People asked those questions because the Stiggers are white. And in Chicago — almost three decades ago — they adopted two children who are biracial.
Judy Stigger had to decide what to say when those questions came up.
"People would say, 'Do you have any real children?'" She would turn to her adopted son, Aaron, and say, 'No, I just have this plastic one,' and Aaron would hold his arms out and say, 'Ta-da!'"
"We almost were going to take that show on the road," adds Aaron, who is now 26.
In an interview with Steve Inskeep, Judy and Aaron Stigger begin a series of Morning Edition conversations about adoption in America.

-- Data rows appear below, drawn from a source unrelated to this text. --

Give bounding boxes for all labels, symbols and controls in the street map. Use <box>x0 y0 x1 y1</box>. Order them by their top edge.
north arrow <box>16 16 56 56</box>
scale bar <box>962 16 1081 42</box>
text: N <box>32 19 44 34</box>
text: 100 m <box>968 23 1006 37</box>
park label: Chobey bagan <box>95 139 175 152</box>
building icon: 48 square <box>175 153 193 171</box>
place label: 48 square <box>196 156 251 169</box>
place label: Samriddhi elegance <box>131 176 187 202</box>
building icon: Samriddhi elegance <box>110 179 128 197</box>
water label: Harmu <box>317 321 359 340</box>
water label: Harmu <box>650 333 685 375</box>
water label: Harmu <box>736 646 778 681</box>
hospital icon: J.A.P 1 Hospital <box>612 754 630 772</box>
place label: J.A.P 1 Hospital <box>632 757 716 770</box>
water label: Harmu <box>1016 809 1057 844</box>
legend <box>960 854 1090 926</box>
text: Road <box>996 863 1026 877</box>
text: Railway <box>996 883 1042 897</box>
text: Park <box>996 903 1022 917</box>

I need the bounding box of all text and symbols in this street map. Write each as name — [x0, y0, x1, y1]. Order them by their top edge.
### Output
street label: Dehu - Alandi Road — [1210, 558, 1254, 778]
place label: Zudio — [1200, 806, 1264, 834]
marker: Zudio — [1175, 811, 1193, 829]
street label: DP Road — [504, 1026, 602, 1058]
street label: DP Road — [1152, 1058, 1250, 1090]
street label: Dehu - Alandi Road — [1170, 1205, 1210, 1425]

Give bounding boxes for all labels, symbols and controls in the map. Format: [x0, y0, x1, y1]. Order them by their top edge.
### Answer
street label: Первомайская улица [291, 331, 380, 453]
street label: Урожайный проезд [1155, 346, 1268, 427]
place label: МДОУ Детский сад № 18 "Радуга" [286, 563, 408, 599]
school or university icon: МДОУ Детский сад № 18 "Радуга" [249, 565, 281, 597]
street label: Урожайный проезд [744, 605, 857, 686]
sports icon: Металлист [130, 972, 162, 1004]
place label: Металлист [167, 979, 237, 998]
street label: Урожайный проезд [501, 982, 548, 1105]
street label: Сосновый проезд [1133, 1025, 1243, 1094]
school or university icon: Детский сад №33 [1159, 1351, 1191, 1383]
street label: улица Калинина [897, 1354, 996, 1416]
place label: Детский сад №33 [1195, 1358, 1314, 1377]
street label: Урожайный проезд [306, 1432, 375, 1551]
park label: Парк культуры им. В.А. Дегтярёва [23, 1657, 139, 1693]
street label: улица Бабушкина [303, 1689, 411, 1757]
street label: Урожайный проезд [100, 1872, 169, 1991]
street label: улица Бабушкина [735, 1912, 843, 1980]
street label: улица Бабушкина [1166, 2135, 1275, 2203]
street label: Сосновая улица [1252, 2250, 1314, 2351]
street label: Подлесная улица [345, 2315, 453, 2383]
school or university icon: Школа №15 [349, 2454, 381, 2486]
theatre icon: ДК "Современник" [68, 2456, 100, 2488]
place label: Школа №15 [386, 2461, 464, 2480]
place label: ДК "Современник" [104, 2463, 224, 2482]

Judy Stigger says she and her husband Bob never doubted whether they would go through with the adoptions.
"I think we had a conversation that said, if we do this, this means we will only live in certain kinds of neighborhoods. ... It would color, to use the verb, friends that we would have. We understood it had some implications."
While they didn't lose any friends as a result, there was a relative who didn't accept the adoptions. A grandmother "was embarrassed that the neighbors might see these children at her home," Judy says.
"She was a woman with a bit of a tongue, which I had up until then always enjoyed. But I wasn't sure I wanted to expose my kids to what she might say. So we didn't involve her in our family anymore."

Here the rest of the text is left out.